→ WORK TO COMPLETE
Stop at the line that contains "display:flex; align-items:center; gap:18px;". Until then, set down each line of the records exactly, beginning with the first, and skip pictures.

→ EXERCISE DATA
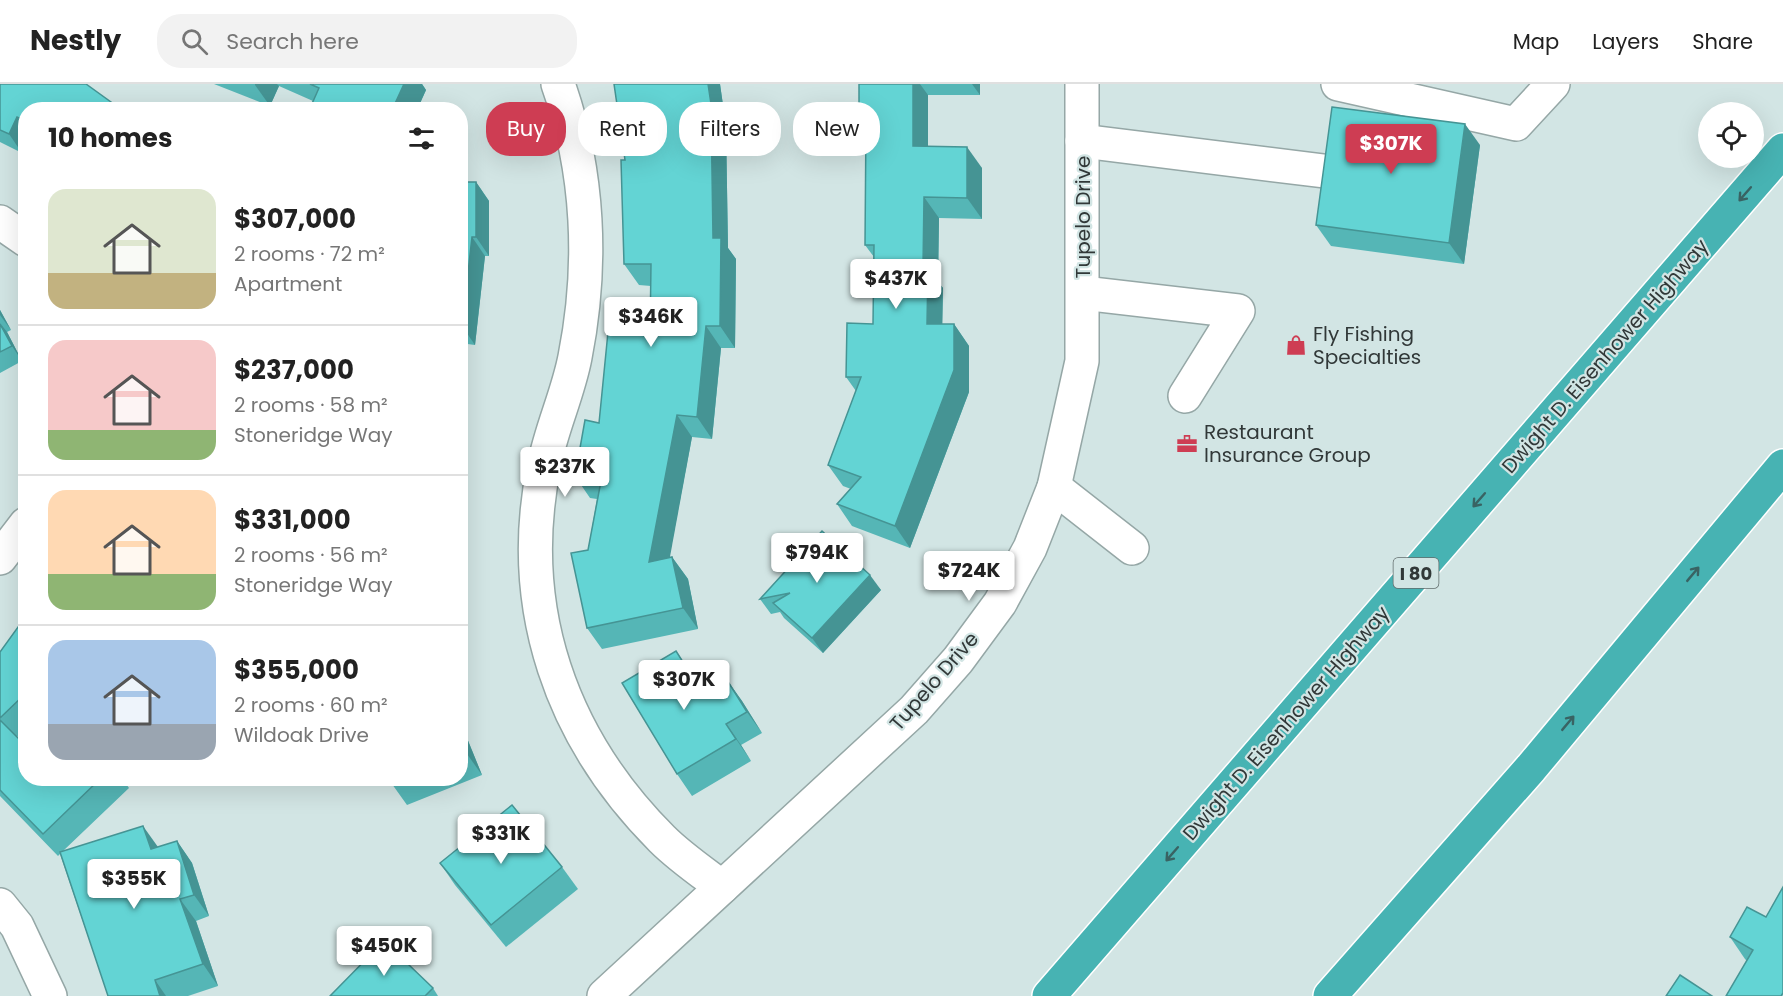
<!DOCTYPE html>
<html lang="en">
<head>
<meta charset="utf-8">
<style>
  :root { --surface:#fff; --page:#f2f2f2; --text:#222; --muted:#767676; --line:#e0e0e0; --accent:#ce3d53 }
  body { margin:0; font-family:Poppins,sans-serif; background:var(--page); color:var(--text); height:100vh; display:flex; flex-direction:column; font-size:22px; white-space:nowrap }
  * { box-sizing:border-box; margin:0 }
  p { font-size:20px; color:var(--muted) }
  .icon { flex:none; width:33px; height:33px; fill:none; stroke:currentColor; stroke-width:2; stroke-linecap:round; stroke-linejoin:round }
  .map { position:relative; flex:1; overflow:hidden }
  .details { position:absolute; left:18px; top:18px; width:450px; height:684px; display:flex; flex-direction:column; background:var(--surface); border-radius:24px; box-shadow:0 6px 24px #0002 }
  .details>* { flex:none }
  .top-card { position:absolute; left:486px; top:18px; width:570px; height:54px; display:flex; gap:12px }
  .buttons { position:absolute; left:1698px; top:18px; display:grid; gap:12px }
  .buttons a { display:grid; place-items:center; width:66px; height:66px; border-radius:50%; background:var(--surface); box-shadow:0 6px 24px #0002; font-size:30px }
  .price { position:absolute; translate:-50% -51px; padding:0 14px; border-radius:6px; background:#fff; color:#222; font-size:20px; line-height:39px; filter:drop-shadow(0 2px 3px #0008) }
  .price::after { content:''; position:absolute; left:50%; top:36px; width:18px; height:14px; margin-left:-9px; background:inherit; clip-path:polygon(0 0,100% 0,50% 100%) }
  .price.current { background:var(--accent); color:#fff }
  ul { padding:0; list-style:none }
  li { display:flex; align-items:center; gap:18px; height:150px; padding:0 30px }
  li+li { border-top:2px solid var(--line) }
  li span { display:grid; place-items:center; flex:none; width:168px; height:120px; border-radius:18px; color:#555 }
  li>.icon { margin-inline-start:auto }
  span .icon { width:72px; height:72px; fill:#fffc; stroke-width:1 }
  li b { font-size:26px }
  h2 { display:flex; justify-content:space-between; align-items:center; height:72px; padding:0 30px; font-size:26px }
  .pill { padding:0 21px; border-radius:24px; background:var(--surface); box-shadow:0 6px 24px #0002; font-size:21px; line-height:54px }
  .pill.current { background:var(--accent); color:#fff }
  header { display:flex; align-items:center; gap:36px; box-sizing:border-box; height:84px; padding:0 30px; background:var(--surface); border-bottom:2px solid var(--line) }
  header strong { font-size:28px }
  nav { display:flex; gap:33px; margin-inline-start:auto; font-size:21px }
  .search { width:420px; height:54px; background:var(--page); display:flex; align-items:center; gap:15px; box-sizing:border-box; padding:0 21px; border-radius:24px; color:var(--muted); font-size:22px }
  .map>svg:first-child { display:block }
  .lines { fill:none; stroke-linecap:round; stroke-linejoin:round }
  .minor-casing { stroke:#95a7a6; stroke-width:36 }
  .highway-casing { stroke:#fff; stroke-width:36 }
  .minor { stroke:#fff; stroke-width:33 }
  .highway { stroke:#47b3b3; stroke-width:33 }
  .wall { fill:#55b6b6 }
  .shaded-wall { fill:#459494 }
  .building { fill:#63d4d4; stroke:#459494; stroke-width:1.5 }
  .oneway { stroke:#396363 }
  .labels { text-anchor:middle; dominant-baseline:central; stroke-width:4.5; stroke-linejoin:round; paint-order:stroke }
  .shield { fill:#d2e5e4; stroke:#616c6c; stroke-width:1.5 }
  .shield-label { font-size:18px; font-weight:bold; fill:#313838 }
  .street-label { font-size:20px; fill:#313838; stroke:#d2e5e4 }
  .poi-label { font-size:20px; fill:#313838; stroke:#d2e5e4; text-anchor:start }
</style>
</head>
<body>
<header>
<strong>Nestly</strong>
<div class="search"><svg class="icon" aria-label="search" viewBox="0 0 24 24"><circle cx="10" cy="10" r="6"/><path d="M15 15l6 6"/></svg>Search here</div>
<nav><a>Map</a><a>Layers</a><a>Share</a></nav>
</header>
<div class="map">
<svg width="1783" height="912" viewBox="0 0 1783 912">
  <rect width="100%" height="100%" fill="#d2e5e4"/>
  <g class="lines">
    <g class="minor-casing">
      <g id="minor">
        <path d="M558,0C589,87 593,182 575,273C568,310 551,345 544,382C515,524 561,654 662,755C680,773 702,788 722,803"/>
        <path d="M1338,0L1516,40L1553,0"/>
        <path d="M1082,57L1324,87"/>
        <path d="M0,138L26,156"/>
        <path d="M1083,209L1238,227L1185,312"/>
        <path d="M1054,403L1132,464"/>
        <path d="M0,474L26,440"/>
        <path d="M0,821L17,842L50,912"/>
        <path d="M604,912L914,626L958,576L1000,519L1030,464L1054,403L1082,277V0"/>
      </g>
    </g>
    <g class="highway-casing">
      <g id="highway">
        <path d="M1049,912L1783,66"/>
        <path d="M1330,912L1531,684L1783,382"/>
      </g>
    </g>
    <use href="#minor" class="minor"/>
    <use href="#highway" class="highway"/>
  </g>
  <g class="wall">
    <path d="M0,0L26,26V62L22,69L0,58Z"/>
    <path d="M214,0H422L426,6L417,26H313L311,22L313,17L279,2L270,22Z"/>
    <path d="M614,0H720L726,42L728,164L736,175L735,264H721L712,355L692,353L669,474L672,473L688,495L698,545L602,565L587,544L588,466L597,415L590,414L575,392L599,339L650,252L651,202L639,201L624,180L625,76Z"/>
    <path d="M859,0H980V11H928V63L982,84V135L939,134L938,198L943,204L942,240H954L969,262V308L910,464L852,442L837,420L851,405L843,402L828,381L856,307L846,293L873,240L874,173L865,161L866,47L859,37Z"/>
    <path d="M1480,61L1464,180L1331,162L1316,141Z"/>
    <path d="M460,82L464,86V98H476L489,117V172H485L475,261L460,259Z"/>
    <path d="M0,226L11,246L7,248L22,277L0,289Z"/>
    <path d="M822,447L881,506L823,569L784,534L780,528L771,530L760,515Z"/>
    <path d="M26,532V645L17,653L26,694H122L129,704L63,767L158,763L177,757L192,779L209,832L196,837L218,902L188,912H108L60,770L58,772L0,712V568Z"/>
    <path d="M676,567L691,589L704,610L727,596L742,617L762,649L741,661L751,677L692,712L677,690Z"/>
    <path d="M460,637L482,691L407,721L392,700L390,694H460Z"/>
    <path d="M440,779L562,783L578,805L506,863L455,801Z"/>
    <path d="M1766,833L1783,912L1745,875L1730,853Z"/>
    <path d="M433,904L438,912H330Z"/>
  </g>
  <g class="shaded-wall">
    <path d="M255,0H277L279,2L270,22L255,1Z"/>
    <path d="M404,0H422L426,6L417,26H392Z"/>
    <path d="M708,0H720L726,42L728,164L736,175L735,264L720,242L713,154Z"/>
    <path d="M913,0H920L928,11V84L913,62Z"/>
    <path d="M972,0H980V11Z"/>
    <path d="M17,33L26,44V62L22,69L9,50Z"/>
    <path d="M1465,40L1480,61L1464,180L1449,159Z"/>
    <path d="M967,63L982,84V135L967,114Z"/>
    <path d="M460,82L464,86V117L460,113Z"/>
    <path d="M476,98L489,117V172L476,153Z"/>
    <path d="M924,113L939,134L938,198L943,204L942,262L927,240L923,183Z"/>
    <path d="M472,153L485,172L475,261L462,242Z"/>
    <path d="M0,226L11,246L0,231Z"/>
    <path d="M0,239L7,248L22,277L12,262Z"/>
    <path d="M954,240L969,262V308L910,464L895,442Z"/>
    <path d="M706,242L721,264L712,355L697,333Z"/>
    <path d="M677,331L692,353L665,500L649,478Z"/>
    <path d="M672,473L688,495L698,545L683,524Z"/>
    <path d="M870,491L881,506L823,569L812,554Z"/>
    <path d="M676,567L691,589L718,632L703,610Z"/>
    <path d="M727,596L742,617L762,649L747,628Z"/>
    <path d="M460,637L482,691L467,670L460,654Z"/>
    <path d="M726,640L741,661L751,677L736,655Z"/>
    <path d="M143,742L158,763L151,765Z"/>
    <path d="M177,757L192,779L209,832L194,811Z"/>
    <path d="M180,815L196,837L218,902L203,880Z"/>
    <path d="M155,896L166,912H160Z"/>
  </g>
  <g class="building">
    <path d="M0,0H86L122,26H26V37L17,33L9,50L0,46Z"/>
    <path d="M310,0H404L392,26H318L311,22L319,4Z"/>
    <path d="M614,0H708L711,20L713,154H721L720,242H706L697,333L677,331L649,478L672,473L683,524L587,544L571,469L588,466L601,397L575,392L585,336L599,339L608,248L650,252L651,180H624L621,76H625Z"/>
    <path d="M859,0H913V62L967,63V114L924,113L923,183H928L927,240H954V286L895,442L837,420L861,393L828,381L861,293H846L847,239L873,240L874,161H865L866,37H859Z"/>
    <path d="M1332,23L1465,40L1449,159L1316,141Z"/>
    <path d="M460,98H476V153H472L462,242H460Z"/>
    <path d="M0,240L12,262L0,268Z"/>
    <path d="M822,447L870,491L812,554L773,519L790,509L760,515Z"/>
    <path d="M26,489V497L22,494Z"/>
    <path d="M26,532V609L0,634V568Z"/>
    <path d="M676,567L703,610L727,596L747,628L726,640L736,655L677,690L622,599Z"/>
    <path d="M0,636L26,662V694H101L43,750L0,706Z"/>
    <path d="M460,654L467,670L460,672Z"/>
    <path d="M390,694H405L392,700Z"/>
    <path d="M512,721L562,783L491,841L440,779Z"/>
    <path d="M143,742L151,765L177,757L194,811L180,815L203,880L155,896L160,912H108L60,768Z"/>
    <path d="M1783,803V909L1781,912H1726L1753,866L1730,853L1747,823L1766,833Z"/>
    <path d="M384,857L433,904L425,912H330Z"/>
    <path d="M1680,891L1712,912H1666Z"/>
  </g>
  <defs><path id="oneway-shaft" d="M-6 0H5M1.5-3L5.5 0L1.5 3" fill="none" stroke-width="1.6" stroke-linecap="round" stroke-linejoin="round" transform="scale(1.5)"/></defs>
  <g class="oneway">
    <use href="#oneway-shaft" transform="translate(1745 110) rotate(131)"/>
    <use href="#oneway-shaft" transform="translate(1479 416) rotate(131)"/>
    <use href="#oneway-shaft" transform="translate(1693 490) rotate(-50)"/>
    <use href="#oneway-shaft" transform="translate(1568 639) rotate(-50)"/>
    <use href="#oneway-shaft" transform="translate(1172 770) rotate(131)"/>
  </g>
  <defs>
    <g id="shop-bare" transform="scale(1.62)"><path d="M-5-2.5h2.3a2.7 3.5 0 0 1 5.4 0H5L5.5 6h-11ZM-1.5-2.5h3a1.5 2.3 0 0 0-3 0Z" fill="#ce3d53" stroke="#d2e5e4" stroke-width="2.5" paint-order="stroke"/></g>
    <g id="office-bare" transform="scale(1.62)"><path d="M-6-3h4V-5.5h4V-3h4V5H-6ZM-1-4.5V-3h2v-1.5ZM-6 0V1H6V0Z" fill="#ce3d53" stroke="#d2e5e4" stroke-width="2.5" paint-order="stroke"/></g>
  </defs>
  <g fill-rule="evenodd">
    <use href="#shop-bare" x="1296" y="261"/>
    <use href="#office-bare" x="1187" y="360"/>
  </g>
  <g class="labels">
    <rect class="shield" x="1393.5" y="474" width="45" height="30" rx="4.5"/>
    <g class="shield-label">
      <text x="1416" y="489">I 80</text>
    </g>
    <g class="street-label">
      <text transform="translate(1083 133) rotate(-90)">Tupelo Drive</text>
      <text transform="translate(1605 272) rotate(-49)">Dwight D. Eisenhower Highway</text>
      <text transform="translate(934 597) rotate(-49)">Tupelo Drive</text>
      <text transform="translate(1286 639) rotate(-49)">Dwight D. Eisenhower Highway</text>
    </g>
    <g class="poi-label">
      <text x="1313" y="250">Fly Fishing<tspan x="1313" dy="23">Specialties</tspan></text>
      <text x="1204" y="348">Restaurant<tspan x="1204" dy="23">Insurance Group</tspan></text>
    </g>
  </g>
</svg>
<div class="buttons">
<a><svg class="icon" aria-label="locate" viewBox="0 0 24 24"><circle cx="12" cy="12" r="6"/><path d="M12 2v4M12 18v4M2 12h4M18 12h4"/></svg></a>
</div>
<b class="price current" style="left:1391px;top:91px">$307K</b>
<b class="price" style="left:896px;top:226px">$437K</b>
<b class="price" style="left:651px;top:264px">$346K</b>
<b class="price" style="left:565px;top:414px">$237K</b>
<b class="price" style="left:817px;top:500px">$794K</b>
<b class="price" style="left:969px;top:518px">$724K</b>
<b class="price" style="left:684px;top:627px">$307K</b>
<b class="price" style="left:501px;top:781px">$331K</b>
<b class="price" style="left:134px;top:826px">$355K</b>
<b class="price" style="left:384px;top:893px">$450K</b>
<div class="top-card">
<a class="pill current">Buy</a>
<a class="pill">Rent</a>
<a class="pill">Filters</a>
<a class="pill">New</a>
</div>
<section class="details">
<h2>10 homes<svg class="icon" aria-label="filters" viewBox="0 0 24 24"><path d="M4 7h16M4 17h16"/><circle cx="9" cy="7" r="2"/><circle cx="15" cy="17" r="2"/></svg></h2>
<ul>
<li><span style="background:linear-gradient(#dfe7d0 70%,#c2b280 0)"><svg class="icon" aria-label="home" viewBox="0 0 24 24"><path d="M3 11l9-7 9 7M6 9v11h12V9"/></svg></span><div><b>$307,000</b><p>2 rooms · 72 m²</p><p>Apartment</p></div></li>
<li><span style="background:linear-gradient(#f6c9c9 75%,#8fb573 0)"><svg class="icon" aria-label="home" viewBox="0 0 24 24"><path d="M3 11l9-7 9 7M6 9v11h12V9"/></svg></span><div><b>$237,000</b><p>2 rooms · 58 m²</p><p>Stoneridge Way</p></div></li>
<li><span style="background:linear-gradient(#ffd9b3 70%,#8fb573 0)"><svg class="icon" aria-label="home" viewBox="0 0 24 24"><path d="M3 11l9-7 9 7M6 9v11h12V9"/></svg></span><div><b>$331,000</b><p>2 rooms · 56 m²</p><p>Stoneridge Way</p></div></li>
<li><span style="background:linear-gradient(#a9c7e8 70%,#9aa5b1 0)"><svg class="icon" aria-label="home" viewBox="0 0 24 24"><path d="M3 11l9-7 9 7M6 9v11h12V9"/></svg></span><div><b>$355,000</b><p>2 rooms · 60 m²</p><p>Wildoak Drive</p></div></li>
</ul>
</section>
</div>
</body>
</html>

→ EXPECTED ANSWER
<!DOCTYPE html>
<html lang="en">
<head>
<meta charset="utf-8">
<style>
  :root { --surface:#fff; --page:#f2f2f2; --text:#222; --muted:#767676; --line:#e0e0e0; --accent:#ce3d53 }
  body { margin:0; font-family:Poppins,sans-serif; background:var(--page); color:var(--text); height:100vh; display:flex; flex-direction:column; font-size:22px; white-space:nowrap }
  * { box-sizing:border-box; margin:0 }
  p { font-size:20px; color:var(--muted) }
  .icon { flex:none; width:33px; height:33px; fill:none; stroke:currentColor; stroke-width:2; stroke-linecap:round; stroke-linejoin:round }
  .map { position:relative; flex:1; overflow:hidden }
  .details { position:absolute; left:18px; top:18px; width:450px; height:684px; display:flex; flex-direction:column; background:var(--surface); border-radius:24px; box-shadow:0 6px 24px #0002 }
  .details>* { flex:none }
  .top-card { position:absolute; left:486px; top:18px; width:570px; height:54px; display:flex; gap:12px }
  .buttons { position:absolute; left:1698px; top:18px; display:grid; gap:12px }
  .buttons a { display:grid; place-items:center; width:66px; height:66px; border-radius:50%; background:var(--surface); box-shadow:0 6px 24px #0002; font-size:30px }
  .price { position:absolute; translate:-50% -51px; padding:0 14px; border-radius:6px; background:#fff; color:#222; font-size:20px; line-height:39px; filter:drop-shadow(0 2px 3px #0008) }
  .price::after { content:''; position:absolute; left:50%; top:36px; width:18px; height:14px; margin-left:-9px; background:inherit; clip-path:polygon(0 0,100% 0,50% 100%) }
  .price.current { background:var(--accent); color:#fff }
  ul { padding:0; list-style:none }
  li { display:flex; align-items:center; gap:18px; height:150px; padding:0 30px }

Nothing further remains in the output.